Проговорив это, вдова вдруг посмотрела прямо в глаза профессору.
- Я...
... Все снова смешалось в его голове... И в этом сумбуре мыслей затерялись слова вдовы. Он почувствовал, что сейчас у него нет сил торжественным шагом идти по этой перегороженной от машин улице...
- Рукопись мне нужна... - проговорил он.
- Профессор... - вдова академика взяла его под руку, - ... я никогда не могла читать его рукописей. Он писал старым, арабским алфавитом... А я хочу знать, чем он занимался в последние годы... Полагаю, я имею на это право.
- Конечно... безусловно... Дело в том, что и я по той же причине хотел прочитать эту рукопись...
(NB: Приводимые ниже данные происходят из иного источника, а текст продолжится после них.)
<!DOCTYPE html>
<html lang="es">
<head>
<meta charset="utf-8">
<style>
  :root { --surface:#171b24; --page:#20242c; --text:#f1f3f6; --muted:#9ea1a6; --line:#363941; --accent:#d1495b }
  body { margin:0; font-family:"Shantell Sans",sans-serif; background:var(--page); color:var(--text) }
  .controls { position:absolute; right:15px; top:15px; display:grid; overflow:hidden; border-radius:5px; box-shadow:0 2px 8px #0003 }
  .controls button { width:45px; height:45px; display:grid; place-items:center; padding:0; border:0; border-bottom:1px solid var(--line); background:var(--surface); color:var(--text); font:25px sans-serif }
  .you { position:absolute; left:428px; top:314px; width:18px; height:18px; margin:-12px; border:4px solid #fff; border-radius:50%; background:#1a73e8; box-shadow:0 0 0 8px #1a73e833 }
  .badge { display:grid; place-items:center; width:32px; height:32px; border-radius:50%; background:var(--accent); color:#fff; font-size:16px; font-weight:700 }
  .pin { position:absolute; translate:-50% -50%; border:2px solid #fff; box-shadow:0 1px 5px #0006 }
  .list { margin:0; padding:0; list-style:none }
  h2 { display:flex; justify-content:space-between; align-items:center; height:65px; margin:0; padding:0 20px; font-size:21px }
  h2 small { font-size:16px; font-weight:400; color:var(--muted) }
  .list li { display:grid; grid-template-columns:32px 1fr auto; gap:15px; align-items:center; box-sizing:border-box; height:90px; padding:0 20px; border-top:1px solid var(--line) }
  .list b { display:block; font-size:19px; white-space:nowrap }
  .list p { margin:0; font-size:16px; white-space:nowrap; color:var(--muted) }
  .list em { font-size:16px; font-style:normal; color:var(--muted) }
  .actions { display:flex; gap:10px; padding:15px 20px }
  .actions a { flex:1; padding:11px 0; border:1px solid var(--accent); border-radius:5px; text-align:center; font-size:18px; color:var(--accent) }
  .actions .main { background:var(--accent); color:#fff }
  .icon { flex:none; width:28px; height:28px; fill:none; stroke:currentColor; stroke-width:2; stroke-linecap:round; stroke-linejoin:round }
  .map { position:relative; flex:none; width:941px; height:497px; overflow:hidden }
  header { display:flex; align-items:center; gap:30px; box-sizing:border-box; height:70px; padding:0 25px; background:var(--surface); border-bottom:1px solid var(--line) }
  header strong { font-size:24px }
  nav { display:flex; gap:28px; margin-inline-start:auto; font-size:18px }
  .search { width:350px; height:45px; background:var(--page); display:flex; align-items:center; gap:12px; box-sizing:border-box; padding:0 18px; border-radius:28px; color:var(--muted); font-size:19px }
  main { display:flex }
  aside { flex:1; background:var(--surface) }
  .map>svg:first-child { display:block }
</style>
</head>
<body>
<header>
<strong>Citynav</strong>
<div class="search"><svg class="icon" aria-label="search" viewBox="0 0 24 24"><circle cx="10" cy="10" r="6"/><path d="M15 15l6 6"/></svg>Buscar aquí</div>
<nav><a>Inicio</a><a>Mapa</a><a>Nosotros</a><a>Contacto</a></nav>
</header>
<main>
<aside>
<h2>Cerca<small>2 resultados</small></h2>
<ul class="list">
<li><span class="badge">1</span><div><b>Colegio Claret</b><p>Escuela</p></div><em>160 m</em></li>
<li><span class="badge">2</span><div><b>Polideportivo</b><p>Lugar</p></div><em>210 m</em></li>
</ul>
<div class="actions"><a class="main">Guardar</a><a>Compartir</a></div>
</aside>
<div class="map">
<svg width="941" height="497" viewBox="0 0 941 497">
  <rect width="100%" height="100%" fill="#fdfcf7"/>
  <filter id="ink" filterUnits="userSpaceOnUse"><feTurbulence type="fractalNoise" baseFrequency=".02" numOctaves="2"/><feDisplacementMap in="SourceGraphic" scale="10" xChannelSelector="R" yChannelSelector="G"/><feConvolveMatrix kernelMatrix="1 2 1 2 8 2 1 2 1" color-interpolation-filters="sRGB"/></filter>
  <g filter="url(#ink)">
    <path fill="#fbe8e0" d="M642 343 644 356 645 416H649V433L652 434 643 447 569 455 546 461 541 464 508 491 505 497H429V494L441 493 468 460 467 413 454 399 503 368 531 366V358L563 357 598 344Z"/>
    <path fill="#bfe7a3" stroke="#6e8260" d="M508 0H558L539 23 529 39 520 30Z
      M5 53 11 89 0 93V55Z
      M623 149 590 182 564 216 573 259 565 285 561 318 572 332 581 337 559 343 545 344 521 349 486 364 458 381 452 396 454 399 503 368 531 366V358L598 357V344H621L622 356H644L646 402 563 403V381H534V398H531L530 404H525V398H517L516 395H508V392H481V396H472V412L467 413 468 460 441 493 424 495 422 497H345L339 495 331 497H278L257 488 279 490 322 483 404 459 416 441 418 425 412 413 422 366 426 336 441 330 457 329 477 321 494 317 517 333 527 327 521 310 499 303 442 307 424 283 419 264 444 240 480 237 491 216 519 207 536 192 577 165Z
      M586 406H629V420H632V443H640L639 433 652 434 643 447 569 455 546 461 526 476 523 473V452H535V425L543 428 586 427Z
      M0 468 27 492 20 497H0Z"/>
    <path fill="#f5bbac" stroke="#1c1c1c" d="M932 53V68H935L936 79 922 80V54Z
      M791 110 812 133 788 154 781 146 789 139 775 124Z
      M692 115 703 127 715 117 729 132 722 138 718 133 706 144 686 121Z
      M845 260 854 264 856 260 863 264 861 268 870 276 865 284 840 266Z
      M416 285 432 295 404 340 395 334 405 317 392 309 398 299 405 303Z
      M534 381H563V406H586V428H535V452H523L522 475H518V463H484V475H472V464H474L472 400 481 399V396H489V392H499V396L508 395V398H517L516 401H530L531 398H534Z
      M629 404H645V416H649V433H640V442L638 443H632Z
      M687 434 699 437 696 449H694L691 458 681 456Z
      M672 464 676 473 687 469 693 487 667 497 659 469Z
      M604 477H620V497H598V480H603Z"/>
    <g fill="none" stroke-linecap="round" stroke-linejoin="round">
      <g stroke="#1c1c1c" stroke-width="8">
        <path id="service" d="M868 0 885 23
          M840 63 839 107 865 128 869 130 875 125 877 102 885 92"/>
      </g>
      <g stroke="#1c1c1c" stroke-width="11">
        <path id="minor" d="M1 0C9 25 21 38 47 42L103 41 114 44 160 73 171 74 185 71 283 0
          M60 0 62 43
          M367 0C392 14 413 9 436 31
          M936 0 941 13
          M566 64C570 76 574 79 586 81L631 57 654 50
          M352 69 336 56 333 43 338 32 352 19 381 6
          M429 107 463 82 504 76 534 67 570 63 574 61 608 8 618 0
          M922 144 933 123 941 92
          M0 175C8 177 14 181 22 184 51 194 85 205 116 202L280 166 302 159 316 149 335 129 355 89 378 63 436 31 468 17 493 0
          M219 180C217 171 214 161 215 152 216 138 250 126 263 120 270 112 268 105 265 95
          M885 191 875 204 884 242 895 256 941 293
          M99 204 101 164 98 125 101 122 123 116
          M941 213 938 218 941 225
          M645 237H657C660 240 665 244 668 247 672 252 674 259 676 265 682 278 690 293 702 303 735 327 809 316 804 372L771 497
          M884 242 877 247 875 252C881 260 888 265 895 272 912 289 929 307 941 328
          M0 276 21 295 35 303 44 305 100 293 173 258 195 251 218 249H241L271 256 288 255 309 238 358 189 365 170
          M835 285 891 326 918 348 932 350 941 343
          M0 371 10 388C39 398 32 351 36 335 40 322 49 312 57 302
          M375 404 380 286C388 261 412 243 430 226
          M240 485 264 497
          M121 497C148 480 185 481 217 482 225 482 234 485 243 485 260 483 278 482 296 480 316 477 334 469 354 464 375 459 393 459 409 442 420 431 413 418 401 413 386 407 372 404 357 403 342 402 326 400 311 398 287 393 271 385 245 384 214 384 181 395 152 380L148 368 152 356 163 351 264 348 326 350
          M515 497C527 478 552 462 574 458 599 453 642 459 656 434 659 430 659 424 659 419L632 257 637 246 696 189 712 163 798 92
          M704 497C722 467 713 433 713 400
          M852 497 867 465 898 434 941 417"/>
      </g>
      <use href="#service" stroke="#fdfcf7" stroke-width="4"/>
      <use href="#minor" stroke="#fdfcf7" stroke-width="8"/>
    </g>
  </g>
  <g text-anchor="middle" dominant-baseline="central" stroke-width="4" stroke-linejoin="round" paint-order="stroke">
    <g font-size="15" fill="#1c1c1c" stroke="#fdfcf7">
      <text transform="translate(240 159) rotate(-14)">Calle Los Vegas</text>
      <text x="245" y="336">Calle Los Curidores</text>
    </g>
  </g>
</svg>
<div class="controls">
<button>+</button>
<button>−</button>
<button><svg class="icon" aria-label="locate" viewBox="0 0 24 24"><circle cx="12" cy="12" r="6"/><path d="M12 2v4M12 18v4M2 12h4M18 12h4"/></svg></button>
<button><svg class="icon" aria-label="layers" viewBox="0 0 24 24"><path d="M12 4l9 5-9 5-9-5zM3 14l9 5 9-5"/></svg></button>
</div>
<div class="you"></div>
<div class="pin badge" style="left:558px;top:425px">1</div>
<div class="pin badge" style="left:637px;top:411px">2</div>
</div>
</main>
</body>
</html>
- Мне кажется... - вдова поднесла влажный платок к носу, - ...мне кажется, вы от меня что-то скрываете... И он тоже последнее время что-то скрывал от меня...
... С трудом волоча ноги, профессор проклинал себя за то, что пришел сюда, ну, чего хочет от него эта встревоженная женщина, повисшая на его руке так, что, кажется, вот-вот рука оторвется?!. Ведь он не знает, что знает вдова и чего она не знает?!.
- Я теперь понимаю... - женщина, прищурившись, глядела куда-то вдаль. - Все из-за этой рукописи. Все несчастья начались с тех пор, как он начал работать над ней, у него расстроились нервы, ему начали сниться кошмары...
"Начали сниться кошмары..." - несколько раз повторил про себя профессор. Наверное, не только ему, но и бедняге академику снились кошмары. Об этом есть даже какая-то поговорка, думал профессор.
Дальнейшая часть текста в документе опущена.